In today's business contracts, arbitral provisions are preferred due to various factors. These include desire for secrecy, inclination to shift to a system where industry experts can take decisions rather than traditional judicial officers and judges, possibility of flexible procedures, the leeway given to parties to settle a dispute without shaking the business relations. Equally, there has been an increasing perception too that arbitration may have become parallel to litigation since it has started becoming "informally formal," expensive and potentially leads to prolonged advocacy. The Arbitration and Conciliation Act, 1996 ("Act") tried to address these challenges to a certain extent. However, the Act could not achieve its objective in the demanding business environment and fill in the impediments caused by judicial pronouncements towards finality of an award.1 Consequently, it was amended by the Arbitration and Conciliation (Amendment) Act, 2015 ("Amendment Act"), notified on January 1, 2016 and effective October 23, 2015.

The Amendment Act modified about 20 sections and introduced few new provisions. This newsletter discusses selective amendments which, hopefully, ought to cure or, at the least, improve the existing defects.

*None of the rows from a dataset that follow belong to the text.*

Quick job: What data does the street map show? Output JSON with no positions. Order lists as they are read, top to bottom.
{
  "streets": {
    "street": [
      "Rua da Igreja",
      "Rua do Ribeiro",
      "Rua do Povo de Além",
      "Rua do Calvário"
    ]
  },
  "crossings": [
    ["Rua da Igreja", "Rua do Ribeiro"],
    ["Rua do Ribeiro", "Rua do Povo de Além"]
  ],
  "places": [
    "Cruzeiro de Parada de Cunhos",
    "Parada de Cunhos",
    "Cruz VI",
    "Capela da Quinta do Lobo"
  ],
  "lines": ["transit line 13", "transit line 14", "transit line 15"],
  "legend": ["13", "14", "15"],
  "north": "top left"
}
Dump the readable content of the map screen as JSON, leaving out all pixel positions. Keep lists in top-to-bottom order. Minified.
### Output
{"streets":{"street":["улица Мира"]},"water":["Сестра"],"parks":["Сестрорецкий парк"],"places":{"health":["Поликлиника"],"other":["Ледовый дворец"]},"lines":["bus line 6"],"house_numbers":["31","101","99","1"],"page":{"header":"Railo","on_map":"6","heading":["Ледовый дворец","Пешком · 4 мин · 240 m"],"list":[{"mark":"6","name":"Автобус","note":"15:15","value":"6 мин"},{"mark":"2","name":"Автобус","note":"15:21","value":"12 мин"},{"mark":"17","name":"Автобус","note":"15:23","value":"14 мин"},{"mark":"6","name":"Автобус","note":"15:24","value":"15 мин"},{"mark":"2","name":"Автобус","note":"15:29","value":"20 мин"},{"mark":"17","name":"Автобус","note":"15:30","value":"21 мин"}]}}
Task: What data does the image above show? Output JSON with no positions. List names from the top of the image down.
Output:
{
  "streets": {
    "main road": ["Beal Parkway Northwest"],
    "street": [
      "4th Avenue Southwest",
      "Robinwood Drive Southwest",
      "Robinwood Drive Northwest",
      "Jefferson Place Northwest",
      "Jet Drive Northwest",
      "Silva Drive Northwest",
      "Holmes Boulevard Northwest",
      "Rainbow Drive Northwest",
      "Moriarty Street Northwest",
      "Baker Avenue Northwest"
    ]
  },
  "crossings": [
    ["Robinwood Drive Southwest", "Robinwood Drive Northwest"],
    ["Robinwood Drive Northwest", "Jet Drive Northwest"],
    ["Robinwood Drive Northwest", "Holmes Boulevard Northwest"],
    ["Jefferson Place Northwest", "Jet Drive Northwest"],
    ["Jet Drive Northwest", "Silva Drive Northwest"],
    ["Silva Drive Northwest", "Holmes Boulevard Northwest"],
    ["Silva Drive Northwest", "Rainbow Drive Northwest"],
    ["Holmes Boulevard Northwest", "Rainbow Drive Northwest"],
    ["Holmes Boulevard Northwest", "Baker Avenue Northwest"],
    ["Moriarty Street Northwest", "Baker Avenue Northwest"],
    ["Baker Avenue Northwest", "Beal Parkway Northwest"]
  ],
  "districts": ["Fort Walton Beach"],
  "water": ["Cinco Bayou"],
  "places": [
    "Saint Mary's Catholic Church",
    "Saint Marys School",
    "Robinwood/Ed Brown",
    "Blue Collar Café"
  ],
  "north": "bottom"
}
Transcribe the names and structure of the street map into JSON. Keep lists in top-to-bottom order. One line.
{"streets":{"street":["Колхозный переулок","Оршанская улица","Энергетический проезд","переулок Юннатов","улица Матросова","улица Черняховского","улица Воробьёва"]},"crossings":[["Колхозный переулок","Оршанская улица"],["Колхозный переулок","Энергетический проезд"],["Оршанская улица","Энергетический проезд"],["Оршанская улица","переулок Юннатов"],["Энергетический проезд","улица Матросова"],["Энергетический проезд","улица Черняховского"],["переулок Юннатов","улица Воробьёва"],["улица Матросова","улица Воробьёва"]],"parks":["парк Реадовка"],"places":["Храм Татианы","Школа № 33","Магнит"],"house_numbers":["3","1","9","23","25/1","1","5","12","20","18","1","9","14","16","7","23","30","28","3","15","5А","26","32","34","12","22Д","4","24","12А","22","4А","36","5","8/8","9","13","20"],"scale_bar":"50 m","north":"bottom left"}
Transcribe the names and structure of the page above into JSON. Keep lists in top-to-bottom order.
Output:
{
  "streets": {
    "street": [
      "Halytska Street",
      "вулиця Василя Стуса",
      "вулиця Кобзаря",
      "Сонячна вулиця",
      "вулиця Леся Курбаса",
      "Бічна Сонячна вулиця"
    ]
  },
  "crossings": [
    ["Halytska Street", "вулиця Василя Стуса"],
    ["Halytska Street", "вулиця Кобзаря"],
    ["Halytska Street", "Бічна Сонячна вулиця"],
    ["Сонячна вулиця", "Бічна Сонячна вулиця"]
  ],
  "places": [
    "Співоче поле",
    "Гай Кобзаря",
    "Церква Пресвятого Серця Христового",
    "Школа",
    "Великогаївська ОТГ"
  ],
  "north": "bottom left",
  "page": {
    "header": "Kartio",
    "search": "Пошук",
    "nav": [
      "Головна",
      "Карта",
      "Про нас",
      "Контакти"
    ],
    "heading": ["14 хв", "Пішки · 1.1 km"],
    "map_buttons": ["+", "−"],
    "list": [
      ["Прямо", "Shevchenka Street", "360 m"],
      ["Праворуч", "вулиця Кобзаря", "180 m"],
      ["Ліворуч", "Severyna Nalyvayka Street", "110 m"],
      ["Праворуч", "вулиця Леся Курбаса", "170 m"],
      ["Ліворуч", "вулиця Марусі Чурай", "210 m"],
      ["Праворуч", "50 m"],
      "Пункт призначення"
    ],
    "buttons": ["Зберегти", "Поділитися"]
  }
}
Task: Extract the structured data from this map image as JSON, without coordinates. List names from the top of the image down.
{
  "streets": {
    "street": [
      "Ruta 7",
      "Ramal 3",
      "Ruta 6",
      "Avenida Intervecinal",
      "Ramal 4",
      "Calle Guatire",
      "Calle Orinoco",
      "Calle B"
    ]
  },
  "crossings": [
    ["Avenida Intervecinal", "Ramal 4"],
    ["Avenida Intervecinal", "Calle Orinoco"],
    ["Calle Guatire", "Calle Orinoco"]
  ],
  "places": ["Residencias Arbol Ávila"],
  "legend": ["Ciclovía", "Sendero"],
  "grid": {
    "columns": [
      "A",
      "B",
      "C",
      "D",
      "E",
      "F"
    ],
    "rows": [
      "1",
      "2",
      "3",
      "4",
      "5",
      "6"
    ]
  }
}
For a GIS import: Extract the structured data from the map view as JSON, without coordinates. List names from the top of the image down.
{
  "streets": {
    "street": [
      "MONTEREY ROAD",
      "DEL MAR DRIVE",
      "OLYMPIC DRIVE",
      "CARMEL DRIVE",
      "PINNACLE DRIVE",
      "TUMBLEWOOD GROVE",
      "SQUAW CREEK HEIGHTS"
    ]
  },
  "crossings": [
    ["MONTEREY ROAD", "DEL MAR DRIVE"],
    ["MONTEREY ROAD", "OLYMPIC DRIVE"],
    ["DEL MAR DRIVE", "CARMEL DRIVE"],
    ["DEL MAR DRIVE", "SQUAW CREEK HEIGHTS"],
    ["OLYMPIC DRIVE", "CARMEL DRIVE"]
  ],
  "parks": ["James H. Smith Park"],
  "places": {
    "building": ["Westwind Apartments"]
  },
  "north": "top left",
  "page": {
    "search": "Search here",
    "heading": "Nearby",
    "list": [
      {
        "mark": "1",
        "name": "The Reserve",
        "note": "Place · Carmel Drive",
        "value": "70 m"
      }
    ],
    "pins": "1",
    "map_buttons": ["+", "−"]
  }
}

1. Application of Part I of the Act

The Supreme Court in Bharat Aluminum & Co Vs Kaiser Aluminum & Co2 imposed an embargo on the courts from intervening in arbitrations whose seat was outside India by holding that Part I of the Act, applicable to domestic arbitrations, would not apply to foreign seated arbitrations. Section 2(2) was amended and a proviso has been inserted which provides that, subject to contrary agreement, provisions of sections 9, 27, 37(1)(a) and 37(3) from Part I shall apply even if the seat is outside India and the foreign award is enforceable under Part II of the Act. This amendment of Section 2(2) now enables a party to approach the Indian courts for interim relief even in foreign seated arbitrations and the necessary implication is that the choice of a foreign law or a foreign seat or foreign institutional rules may not amount to implied exclusion of section 9. This may provide big relief to those looking for swift, interim relief under section 9. In this regard, the provisions of section 27 (which deal with court assistance in taking evidence), section 37(1)(a) (which deal with appeal from order granting or refusing interim measures by courts), and section 37(3) (which provides that no second appeal shall lie from an order passed in appeal under this section, but which does not affect the right to appeal to the Supreme Court), have also been made applicable to foreign seated arbitrations.

In other words, the legal position which has emerged from the amendments to Section 2 is that only selective provisions (sections 9, 27, 37(1)(a) and 37(1)(3)) apply to arbitrations whose seat is outside India, unless the parties agree to the contrary. As such, the emerging position will be that these provisions will apply, unless excluded, to only those arbitrations which take place in a country, the arbitral awards of which are enforceable and recognized under the provisions of Part II of the Act. It is also noteworthy to examine the rationale behind inserting the words "subject to an agreement to the contrary." An agreement may be express or implied. When implied, it can be only inferred from the facts and circumstances of the case. As such, careful and meticulous drafting of arbitral clauses assumes huge significance, since ambiguous or complex clauses may lead to unwarranted litigation, on preliminary issues.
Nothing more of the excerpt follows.